Nos descubríamos charlando y riendo, llorando por momentos del camino y el ciclo que hemos vivido como personas que han decidido poner en marcha una actividad justo cuando todas las condiciones económicas y sociales parecían desaconsejarlo, y además, hacerlo por convicción, no por necesidad de generar autoempleo sino por la necesidad de hacer del mundo, tu mundo, de encajar en la sociedad como parte del Universo personal, no del círculo de otro, y eso es quizá lo que resulta más difícil trasladar: el brillo en la mirada, sentir como alguien es capaz de transportarte a su mundo, a su idea, a su pasión desde la palabra, desde 3 imágenes y 2 palabras, pero la importancia de la pasión está precisamente en hacer de algo tan básico, tan sencillo, algo tan grande como para ser contagiado y querer sumar, nunca restar.

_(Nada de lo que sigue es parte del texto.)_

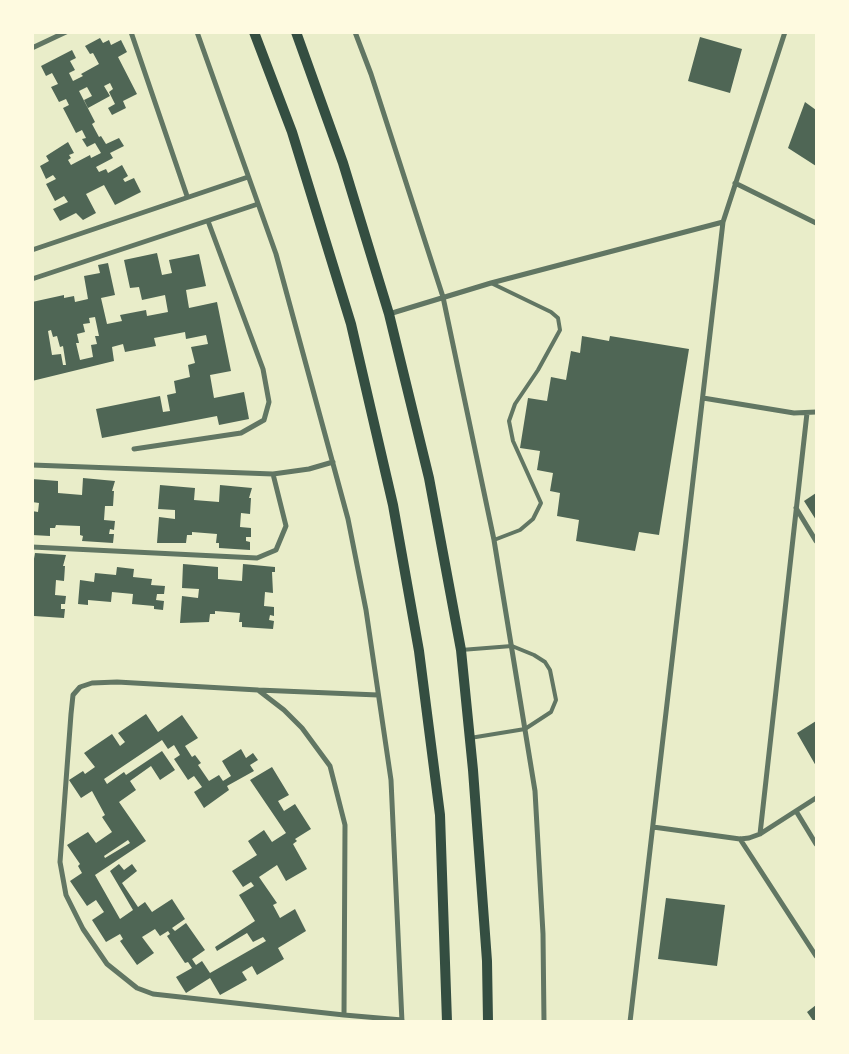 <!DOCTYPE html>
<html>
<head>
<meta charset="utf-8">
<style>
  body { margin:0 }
  #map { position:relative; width:849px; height:1054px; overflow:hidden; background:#e9edc9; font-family:"Varela Round",sans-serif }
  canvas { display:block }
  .frame { position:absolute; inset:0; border:34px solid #fefae0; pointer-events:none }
</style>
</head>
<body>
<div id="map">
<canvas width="849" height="1054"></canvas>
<div class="frame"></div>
</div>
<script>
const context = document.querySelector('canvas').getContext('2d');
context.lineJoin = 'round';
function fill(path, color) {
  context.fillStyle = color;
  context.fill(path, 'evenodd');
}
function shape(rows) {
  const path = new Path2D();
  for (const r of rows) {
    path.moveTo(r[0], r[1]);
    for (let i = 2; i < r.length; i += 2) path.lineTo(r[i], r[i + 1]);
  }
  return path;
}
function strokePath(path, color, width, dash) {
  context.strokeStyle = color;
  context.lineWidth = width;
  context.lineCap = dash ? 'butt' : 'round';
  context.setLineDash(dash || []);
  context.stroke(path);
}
const building = shape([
  [700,37,742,49,730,93,688,81],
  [100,38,103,43,109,40,111,45,121,40,127,52,118,57,137,94,123,101,126,108,112,115,108,108,115,104,109,92,113,89,110,83,104,86,110,96,88,108,84,100,92,96,87,87,79,91,95,122,92,124,99,137,101,136,106,144,119,138,124,146,110,153,113,158,96,167,99,172,106,169,108,173,122,165,128,176,123,179,125,182,134,178,141,192,115,205,104,185,86,194,96,213,83,220,76,213,60,221,53,209,68,202,64,196,55,201,46,184,56,179,53,175,46,179,40,166,49,161,46,156,68,142,74,153,69,155,71,158,68,160,71,165,90,155,91,158,101,153,95,143,87,147,82,139,86,138,82,130,76,133,63,108,69,105,66,99,59,102,51,87,58,84,52,73,46,76,41,66,72,50,76,58,70,61,75,70,69,73,73,81,83,76,81,74,99,64,93,53,90,54,85,46],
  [805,102,816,110,816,166,788,148],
  [157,253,162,275,172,273,169,260,199,254,206,286,186,290,189,308,217,302,231,371,210,375,214,398,244,392,249,419,219,425,217,416,102,438,96,409,160,396,163,412,170,411,167,395,176,393,174,381,190,377,188,365,195,363,191,347,208,344,206,335,186,339,185,332,154,338,156,346,125,352,123,344,112,347,114,361,32,381,32,302,64,295,64,298,74,296,75,302,88,299,84,276,100,273,98,265,108,263,115,295,101,298,107,324,122,321,120,315,146,310,147,316,168,312,165,295,142,300,139,287,130,288,124,260],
  [95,317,99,336,95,336,97,344,91,345,93,357,80,360,76,343,79,343,77,334,85,332,83,324,90,323,89,318],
  [51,330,53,337,57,336,60,347,63,346,66,365,63,365,61,354,52,355,48,331],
  [582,336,609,341,610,336,689,349,659,535,639,532,635,551,576,541,579,520,557,516,560,493,550,491,553,473,537,470,540,451,520,448,528,398,547,401,551,377,566,380,571,351,580,353],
  [83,478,115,481,112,491,114,491,113,506,105,506,104,520,115,521,114,530,110,529,109,534,114,534,113,543,82,541,83,536,80,535,80,526,56,525,55,528,50,528,50,536,32,535,32,511,38,512,39,503,32,502,32,479,58,481,58,493,82,495],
  [160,485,195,488,194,500,219,502,220,485,252,488,249,498,251,498,250,514,241,513,240,527,251,528,251,537,246,537,246,541,250,542,250,550,219,548,219,543,216,543,217,534,192,532,192,535,187,535,186,543,157,543,159,517,175,519,175,510,158,509],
  [816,493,816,520,804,501],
  [35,553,66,555,63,566,65,566,64,581,56,580,55,595,66,596,65,604,61,604,61,609,65,609,64,618,34,616,32,570],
  [183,564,218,567,218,579,242,581,243,564,275,567,275,572,272,572,273,593,265,592,264,606,274,607,274,616,270,615,269,620,274,621,273,629,242,627,242,622,239,622,240,613,215,611,215,614,210,614,209,622,180,623,182,596,198,598,199,589,182,588],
  [117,567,134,569,133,577,152,579,151,585,165,586,164,594,157,594,156,600,164,601,163,610,154,609,154,606,132,604,133,594,112,592,111,602,88,600,88,605,78,604,80,580,94,582,95,573,116,575],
  [146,714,158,732,182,715,198,738,185,746,192,757,195,755,201,763,198,765,209,781,219,775,223,781,231,776,222,761,241,749,246,758,253,753,258,760,250,765,254,771,227,786,229,790,204,808,194,792,202,787,194,776,188,780,174,759,180,755,174,745,168,749,162,740,104,779,107,784,124,772,126,775,162,751,175,770,160,780,151,766,130,781,136,790,119,802,146,841,95,875,120,919,133,910,110,871,119,864,124,870,132,864,137,871,122,883,138,907,145,902,152,912,172,899,185,919,172,928,175,931,186,923,205,950,192,959,196,965,202,961,210,973,266,941,263,937,253,942,247,933,217,951,215,947,255,921,239,895,254,886,251,882,243,887,232,871,257,855,248,841,264,830,272,842,286,833,250,780,272,767,289,795,278,801,284,811,295,804,311,829,295,839,297,841,293,844,307,869,286,881,277,865,259,877,277,903,273,905,280,918,295,909,306,931,278,948,284,959,257,975,252,966,242,972,247,980,220,995,210,978,186,993,176,977,192,968,188,962,185,963,167,936,170,934,168,931,160,936,155,929,142,937,154,953,137,965,120,941,123,939,120,934,106,942,92,920,104,912,96,900,87,906,70,881,82,873,78,866,80,864,67,845,88,832,96,843,112,832,102,817,105,815,92,791,81,798,69,780,83,771,85,774,95,767,84,753,112,734,120,746,125,742,118,733],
  [128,840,130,843,105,858,104,856],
  [816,721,816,766,797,733],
  [666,898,725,905,717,966,658,959],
  [816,1005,816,1022,814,1022,807,1012]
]);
const service = shape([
  [491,283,551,312,558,318,560,330,538,370,515,404,509,421,513,441,541,503,533,519,520,530,494,540],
  [461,650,512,646,534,655,545,662,550,670,556,700,551,712,525,729,470,738]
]);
const minor = shape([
  [131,32,187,196],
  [197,32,276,254,348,519,366,610,391,780,402,1022],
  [355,32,371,74,443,297,494,540,535,791,543,934,544,1022],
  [32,48,66,32],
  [735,183,816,223],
  [32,250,248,177],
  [32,279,258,204],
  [389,314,491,283,723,222],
  [703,398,794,413,816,412],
  [134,449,241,433,264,420,269,402,263,369,208,221],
  [32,465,273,474,309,469,333,462],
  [796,508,816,541],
  [32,547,257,558,276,550,286,526,273,474],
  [258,690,378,695],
  [796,811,816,844],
  [653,827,740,839,749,838,760,834,816,798],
  [760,834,807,413],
  [740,839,816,956],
  [344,1015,345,825,330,766,302,728,284,710,258,690,117,682,92,683,80,687,73,695,71,714,60,862,66,895,83,929,107,964,137,988,153,994,344,1015,402,1020],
  [630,1022,723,222,785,32]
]);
const secondary = shape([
  [254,32,292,132,351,324,393,505,419,651,440,815,447,1022],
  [296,32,343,163,389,314,429,478,461,650,473,770,487,961,488,1022]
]);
fill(building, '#4f6655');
strokePath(service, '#617663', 4);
strokePath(minor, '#617663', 5);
strokePath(secondary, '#344e41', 10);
</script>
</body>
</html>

Esta semana he tenido la inmensa fortuna para mi, de reunirme con un grupo de profesionalesque más allá de diferencias, hemos sido capaces de contagiarnos alegría, respeto, entusiasmo y ganas: eso es para mi la pasión, saber que si me pierdo, tengo a un telefonazo a un equipo de personas que me recuperarán y me traerán de nuevo a un escalón distinto al que me encuentro, pero seguro el que necesito: el arte de ver el brillo en los ojos y entender sin hablar un fin común, es lo que nos mueve a todos aquellos que un día salimos de nuestra zona de confort para abrirnos al mundo, y lo peor, es que una vez que empiezas, ya no sabes, puedes, ni quieres volver, no puedes parar.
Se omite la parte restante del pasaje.